The ruling also stated White's 9-year-old daughter had not been told the full circumstances of what happened to her father, on the grounds White believed it would be "detrimental to her emotional and psychological wellbeing".

Police Commissioner Superintendent Mike Bush fronts media along with Taupo police area commander Warwick Morehu. Photo / Nick Reed
Police Commissioner Superintendent Mike Bush fronts media along with Taupo police area commander Warwick Morehu. Photo / Nick Reed

The two-day siege, which started on March 9, triggered a massive police and military operation, including the scrambling of a defence helicopter, heavily armed Special Tactics Group officers, Defence Force personnel, the Armed Offenders Squad and light armoured vehicles.

Along with cordons at either end of Onepu Springs Rd at the site of the siege, police also imposed a no-fly zone over the immediate area.

Lengthy negotiations with Warren resulted in Taupo area commander Inspector Warwick Morehu being hailed a hero for his part in the negotiations which led to the 27-year-old's arrest.

Police arrive with ammunition at the siege. Photo / Nick Reed
Police arrive with ammunition at the siege. Photo / Nick Reed

On the day of the incident, Prime Minister John Key tweeted "my thoughts are with the officers injured in Kawerau today and with their families and colleagues" while Minister of Police Judith Collins also took to social media to praise those who brought the situation under control.

"Our @nzpolice do an amazing job.

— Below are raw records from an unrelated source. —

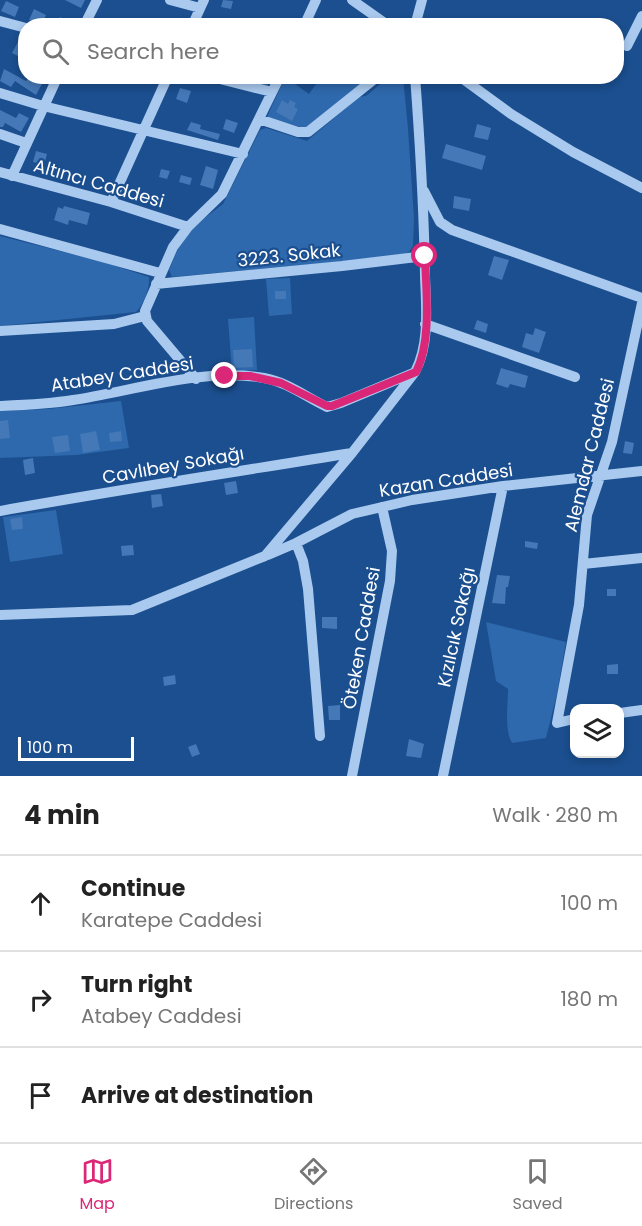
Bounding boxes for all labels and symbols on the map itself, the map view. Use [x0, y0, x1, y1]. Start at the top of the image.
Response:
street label: Altıncı Caddesi [31, 152, 167, 214]
street label: 3223. Sokak [236, 237, 342, 273]
route start [411, 242, 437, 268]
street label: Atabey Caddesi [49, 350, 195, 398]
route end [211, 362, 237, 388]
street label: Alemdar Caddesi [558, 376, 620, 534]
street label: Cavlıbey Sokağı [100, 440, 246, 490]
street label: Kazan Caddesi [377, 457, 515, 503]
street label: Öteken Caddesi [336, 565, 386, 711]
street label: Kızılcık Sokağı [431, 565, 481, 689]
scale bar [18, 734, 134, 762]

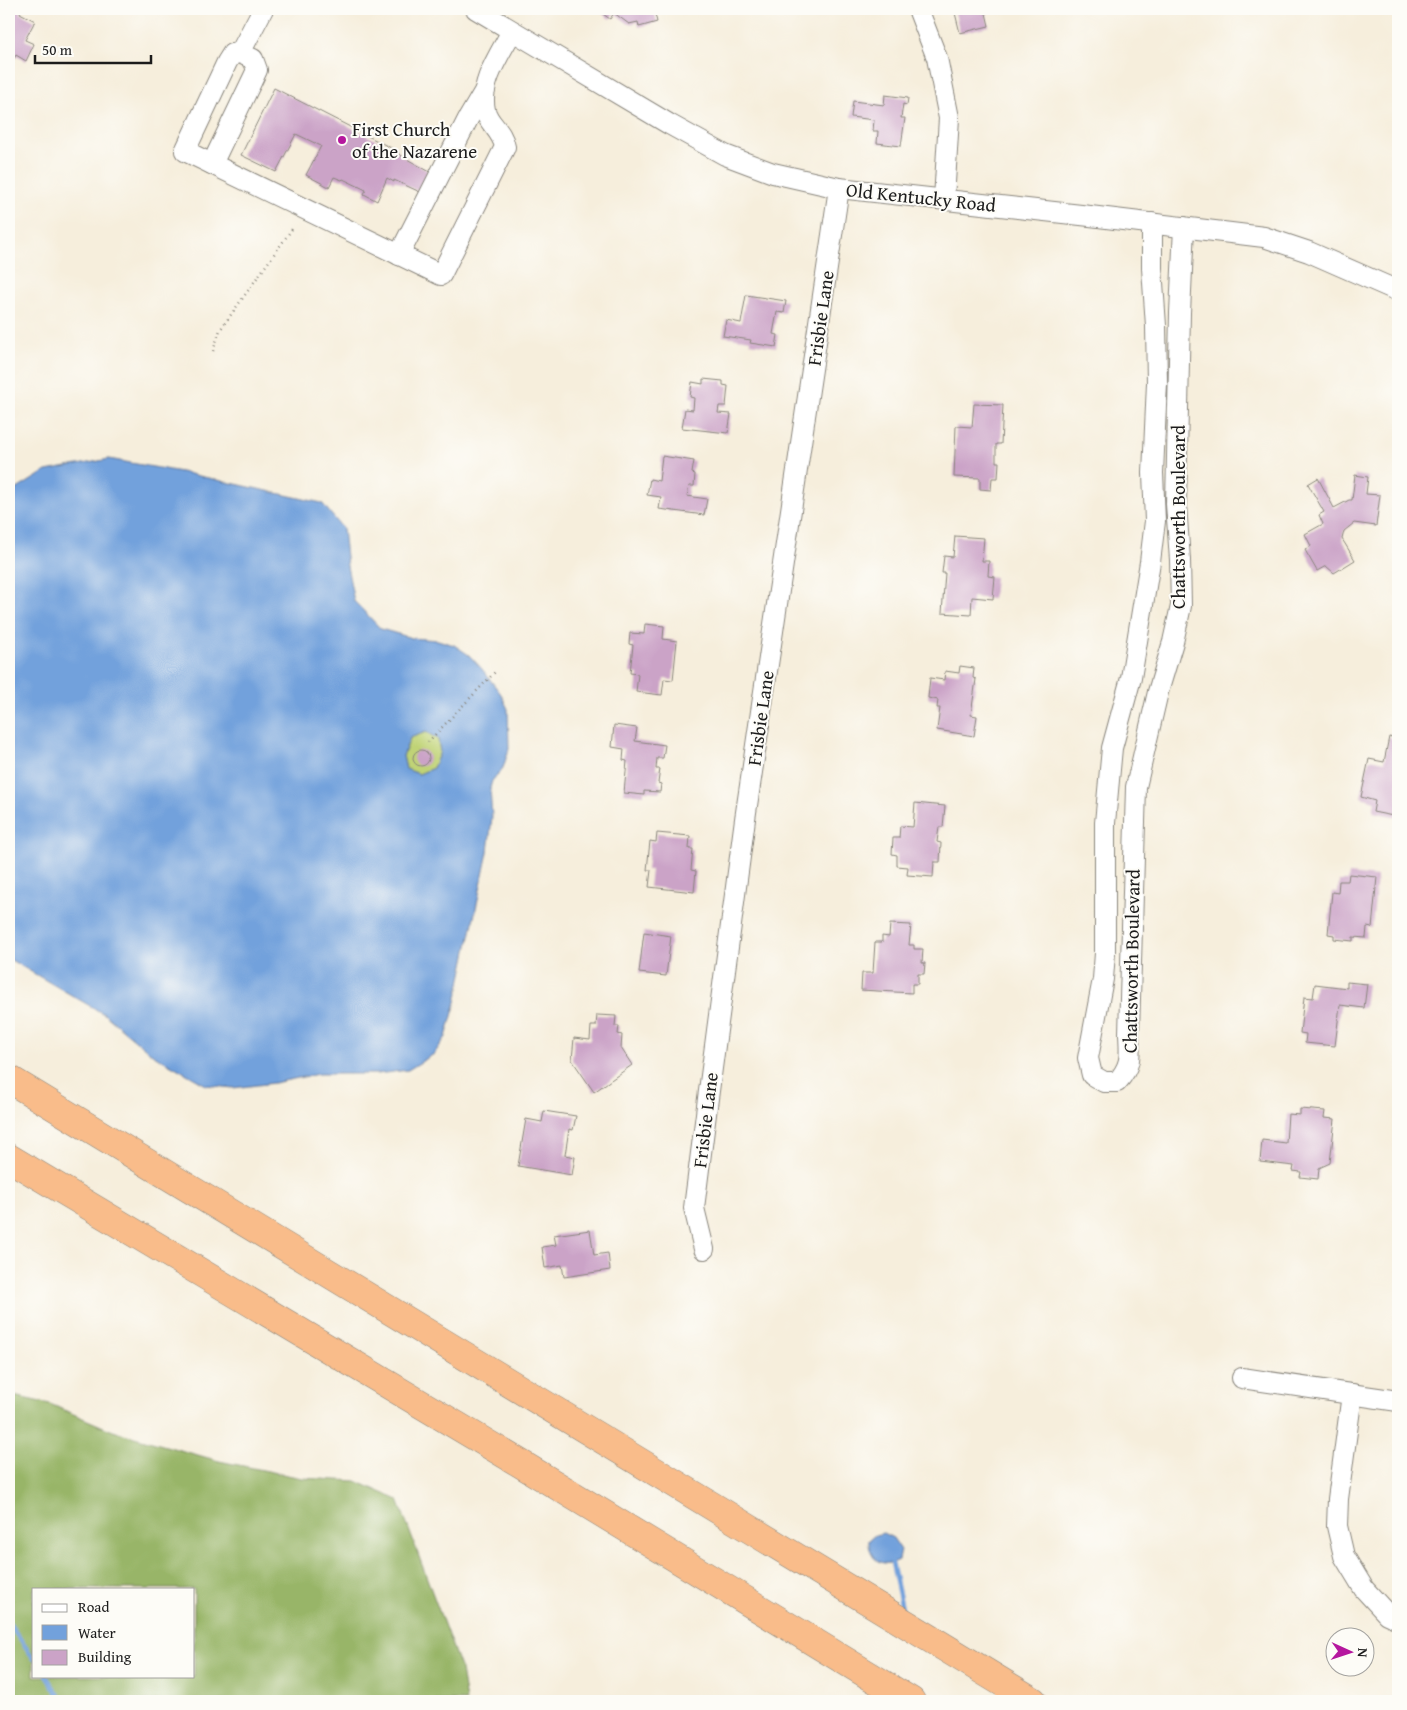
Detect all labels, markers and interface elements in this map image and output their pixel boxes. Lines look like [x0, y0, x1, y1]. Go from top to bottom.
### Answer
scale bar [35, 32, 151, 64]
text: 50 m [42, 39, 73, 60]
place label: First Church of the Nazarene [352, 115, 477, 165]
marker: First Church of the Nazarene [336, 134, 348, 146]
street label: Old Kentucky Road [845, 175, 998, 219]
street label: Frisbie Lane [799, 268, 841, 368]
street label: Chattsworth Boulevard [1164, 424, 1192, 609]
street label: Frisbie Lane [739, 668, 781, 768]
street label: Chattsworth Boulevard [1115, 868, 1147, 1053]
street label: Frisbie Lane [685, 1071, 725, 1169]
legend [32, 1588, 195, 1678]
text: Road [78, 1596, 109, 1617]
text: Water [78, 1622, 116, 1643]
north arrow [1324, 1628, 1374, 1678]
text: Building [78, 1646, 132, 1667]
text: N [1353, 1647, 1373, 1659]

It is dangerous work & needs brave men & women. I am so proud of our Police," Collins said on Twitter.

Warren has pleaded not guilty to all charges.

The charges carry a maximum penalty of 14 years in prison.

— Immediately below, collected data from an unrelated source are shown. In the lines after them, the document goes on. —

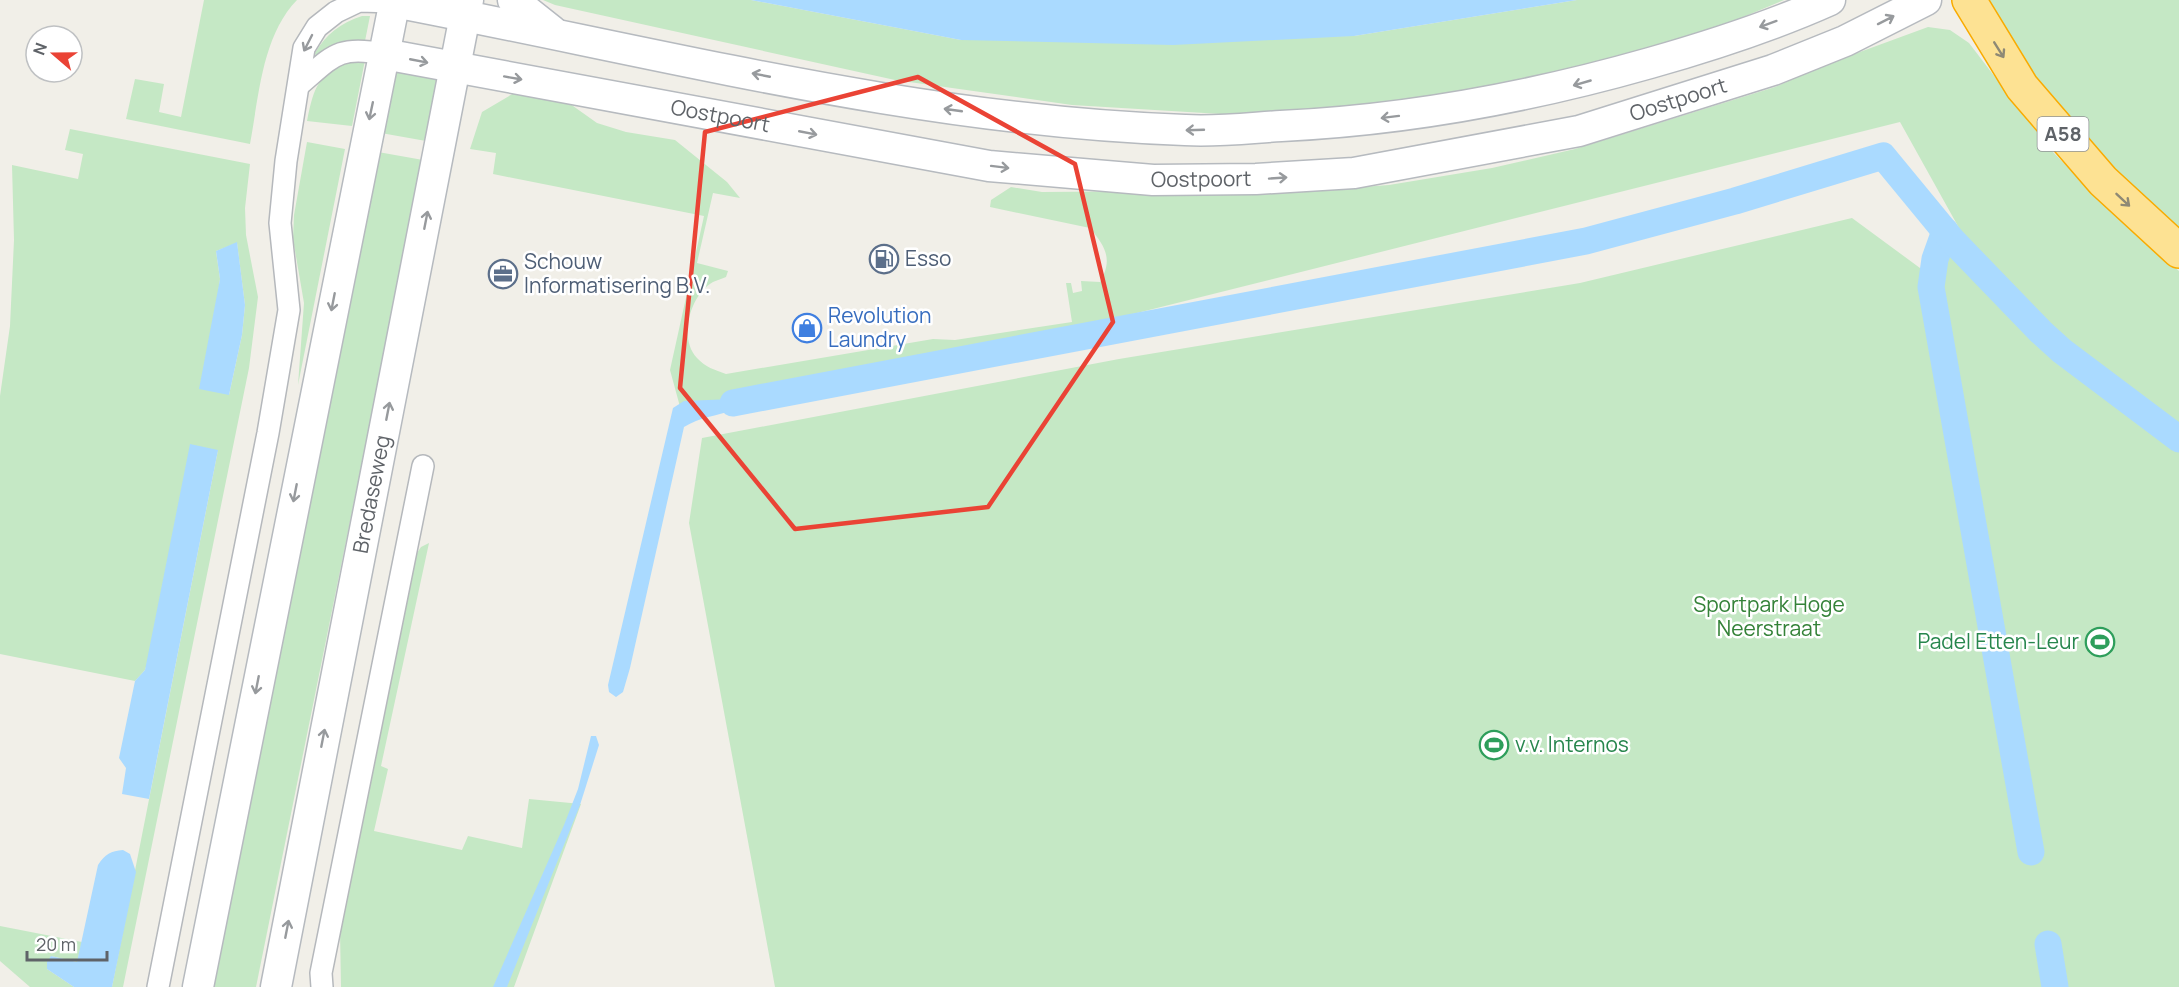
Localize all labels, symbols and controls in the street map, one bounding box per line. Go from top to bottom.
one-way arrow [1876,14,1894,26]
one-way arrow [1759,20,1777,31]
north arrow [24,24,84,84]
one-way arrow [302,34,314,52]
text: N [28,40,52,58]
one-way arrow [1994,41,2006,58]
one-way arrow [409,56,429,67]
one-way arrow [752,69,772,80]
street label: Oostpoort [1626,70,1730,127]
one-way arrow [503,73,522,84]
one-way arrow [1572,77,1591,89]
street label: Oostpoort [669,92,772,138]
one-way arrow [365,101,377,120]
one-way arrow [944,104,964,115]
one-way arrow [1380,112,1400,123]
road number: A58 [2038,117,2088,151]
one-way arrow [1186,124,1206,136]
one-way arrow [798,127,817,138]
one-way arrow [989,162,1009,173]
street label: Oostpoort [1151,164,1251,193]
one-way arrow [1268,172,1288,183]
one-way arrow [2115,193,2130,207]
one-way arrow [421,210,432,230]
fuel station icon: Esso [868,243,900,275]
place label: Esso [905,244,951,272]
place label: Schouw Informatisering B.V. [524,247,710,299]
office icon: Schouw Informatisering B.V. [487,258,519,290]
one-way arrow [327,292,338,311]
place label: Revolution Laundry [828,301,931,353]
shop icon: Revolution Laundry [791,312,823,344]
one-way arrow [383,402,394,421]
street label: Bredaseweg [346,432,396,556]
one-way arrow [289,483,300,503]
park label: Sportpark Hoge Neerstraat [1693,590,1845,642]
sports icon: Padel Etten-Leur [2084,626,2116,658]
place label: Padel Etten-Leur [1917,627,2079,655]
one-way arrow [251,675,263,694]
one-way arrow [318,729,330,748]
sports icon: v.v. Internos [1478,729,1510,761]
place label: v.v. Internos [1515,730,1629,758]
one-way arrow [282,920,293,940]
scale bar [27,924,106,962]
text: 20 m [36,932,76,956]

In a statement released after the suppression orders were lifted, Inspector Kevin Taylor - Bay of Plenty operations support manager - said the officers were "hugely grateful for the many messages of support from the community and across New Zealand that they have received since this incident."

"While they understand the public and media interest in these events, and respect the decision of the court, they wish to make it very clear to all media that they and their families do not wish to be interviewed or approached for comment at what continues to be a very difficult time.

"They again make an appeal for all media organisations to please show restraint and respect their privacy, as they just want to focus on recovering and getting on with their jobs, while sparing their children and other family members from further media scrutiny.

"Also given that there are a large number of ongoing investigations into these events, including live court matters, they consider it is not appropriate to comment further at this time."

Police did not refer to the officers by name in the statement and declined a request to confirm the full name of Constable Ure.

But Taylor paid credit to the professionalism of his staff.

"I remain very proud of all five officers and of the many other Police staff that put themselves at risk to keep the community safe during this incident, and as the court has acknowledged, who did their duty on the public's behalf in what was a very dangerous and volatile situation," he said.

"In the meantime, the Police family will continue to support all of the officers as they recover and rebuild their lives."

Taylor's statement requested privacy for the officers.